First let me say that I think that an agile process can work because of the following underlying principles:

  • It brings focus
  • Limits the noise which really brings focus

Secondly I am wondering what are the initial conditions needed so that an Agile process can succeed? For example do we need to have:

  • No existing bugs
  • Fully automated test process or at least a highly automated test process
  • People dedicated to the project
  • More clearly defined new development
  • Development that is not make it faster or more stable
  • ?

So what do you need to make it successful? Are there different Agile implementations that better handle not having some of these initial conditions?

3 Answers 3


People at all levels of the business who truly and utterly believe in the Agile Manifesto

We are uncovering better ways of developing software by doing it and helping others do it. Through this work we have come to value:

  • Individuals and interactions over processes and tools
  • Working software over comprehensive documentation
  • Customer collaboration over contract negotiation
  • Responding to change over following a plan

That is, while there is value in the items on the right, we value the items on the left more.

And when I say believe in the Agile Manifesto, I mean all of the Agile Manifesto. You cannot ignore the last part. There is still value in the items on the right.

If you have those people, as programmers, as managers, as customers, you can make some variation of Agility work. If you don't, you will struggle.


At a minimum

First and foremost, you must have top down sponsorship that understands the principals and believes in them enough to enforce them down the chain, and believes that Agile is applicable to your situation.

Having senior management that doesn't believe in the process, will ultimately undermine it because they will allow subordinates to pervert, distort, pollute, undermine or worse sabatoge the process.

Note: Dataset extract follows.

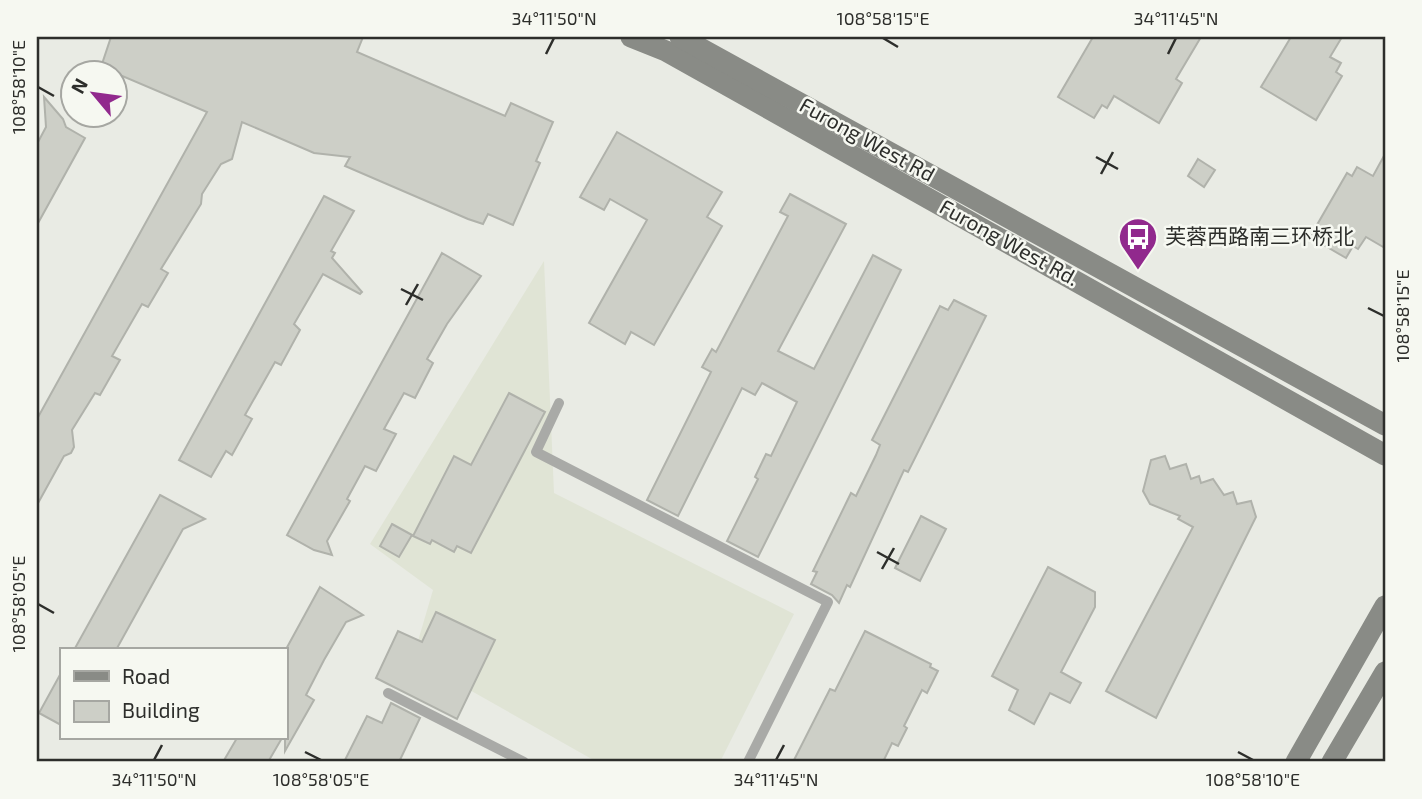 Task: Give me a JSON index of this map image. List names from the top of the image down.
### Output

If senior management don't understand the principals they will start demanding short cuts and compromises that pervert the process. Then when things break down, the naysayers can say "I told you so, Agile doesn't work!" back to the death march!

This is worse than not adopting Agile, it is typically referred to as "Agile But ...". Management uses the Agile term, "But ..." throws out all the actual principals and continues to do what they were doing before, "But ..." now call it Agile. Which gives Agile a bad name to those that don't know any better.

nice side effects

The things you list like, no bugs, automated tests, clearly defined development, dedicated people, etc. are all nice positive side effects to Agile.

Agile, isn't a silver bullet or panacea, but it does promote transparency at all levels ( customer <-> management <-> developers ) and makes those people that are problems to productivity stand out quickly; especially specific implementations of Agile like Scrum.


A few things that come to mind:

  • Professional team cohesion - Are these people that are open to playing well with others? Are they mature, responsible people that can be given some autonomy in their work?

  • Communication culture and policies - How well do people express concerns, thoughts, and opinions in the organization?

  • Understanding what Agile is and isn't - Do those external stakeholders know enough about the process to accept the responsibility on their end? If not, then this can make for pseudo-agile. Similarly, is there a clearly defined Product Owner and ScrumMaster to help organize some things?